Wednesday, July 28, 2010

Mercy and the End of Hell


If it is not merciful, it is not Islam. If it is not beautiful, it cannot be Islam. If it is not conscionable, really, how can anyone say it is Islam? Yet, there are some people who …

If some people had their way
We would be on our hands and knees
Looking for stones to throw.
They would divert Allah’s Mercy
So that to the Ocean
No river shall forevermore flow.

(the Dam, No. 11, from ‘the Dam.SunSun.Ana’)


I cannot bear their ways, nor do I find my journey bend to their sway. They are familiar to me, such men. Yet we are different, for we may recite from the same verse, but what they bring into their reading, and what I take from mine are opposites. It is sad. Yet it is fated.

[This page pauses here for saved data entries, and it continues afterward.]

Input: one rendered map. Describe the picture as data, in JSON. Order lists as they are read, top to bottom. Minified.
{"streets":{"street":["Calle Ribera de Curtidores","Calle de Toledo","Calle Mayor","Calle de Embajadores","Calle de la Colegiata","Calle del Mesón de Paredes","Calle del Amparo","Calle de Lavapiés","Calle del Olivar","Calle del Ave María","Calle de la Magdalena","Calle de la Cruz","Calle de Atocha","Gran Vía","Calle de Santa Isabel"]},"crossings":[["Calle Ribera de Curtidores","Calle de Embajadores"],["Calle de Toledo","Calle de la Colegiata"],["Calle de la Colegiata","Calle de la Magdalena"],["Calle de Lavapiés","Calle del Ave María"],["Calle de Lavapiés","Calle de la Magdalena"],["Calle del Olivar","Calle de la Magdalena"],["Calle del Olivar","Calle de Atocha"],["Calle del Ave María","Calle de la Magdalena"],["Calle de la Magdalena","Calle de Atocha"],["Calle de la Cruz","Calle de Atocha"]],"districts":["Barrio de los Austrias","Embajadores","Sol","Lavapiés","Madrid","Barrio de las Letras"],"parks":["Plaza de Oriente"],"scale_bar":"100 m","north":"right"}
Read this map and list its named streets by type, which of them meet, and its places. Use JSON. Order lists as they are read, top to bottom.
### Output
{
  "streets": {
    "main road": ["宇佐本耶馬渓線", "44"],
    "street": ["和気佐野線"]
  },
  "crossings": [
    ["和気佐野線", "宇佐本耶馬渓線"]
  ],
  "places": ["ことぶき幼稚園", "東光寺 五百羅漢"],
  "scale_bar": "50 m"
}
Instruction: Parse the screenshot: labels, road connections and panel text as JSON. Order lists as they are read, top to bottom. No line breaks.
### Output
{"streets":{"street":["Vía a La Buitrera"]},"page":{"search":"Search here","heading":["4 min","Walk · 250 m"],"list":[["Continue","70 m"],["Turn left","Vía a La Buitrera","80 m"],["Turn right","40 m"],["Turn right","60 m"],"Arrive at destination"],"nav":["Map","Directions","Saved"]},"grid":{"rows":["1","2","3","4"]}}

For you see, I am told of this Shepherd of a faraway desert city. The verses came through him like reverberations of a mighty bell …

Who was this kindly shepherd
Forced to leave his Mecca Home?
Mercy flowed from his hands and words
With patient fury of raindrops upon a stone.

(the Shepherd, No. 18, from ‘the Dam.SunSun.Ana’)


This was his beautiful way. And I am in love with him and the beauty of his merciful nature. For above all else, how shall we conduct ourselves, if it is not to be merciful to one another. A transaction entered without contract, but recorded by a presence that you cannot sense, save perhaps for the gentle flapping of their wings. It was at such a place called the Secret Hollow that I was taught the value of a secret charity ...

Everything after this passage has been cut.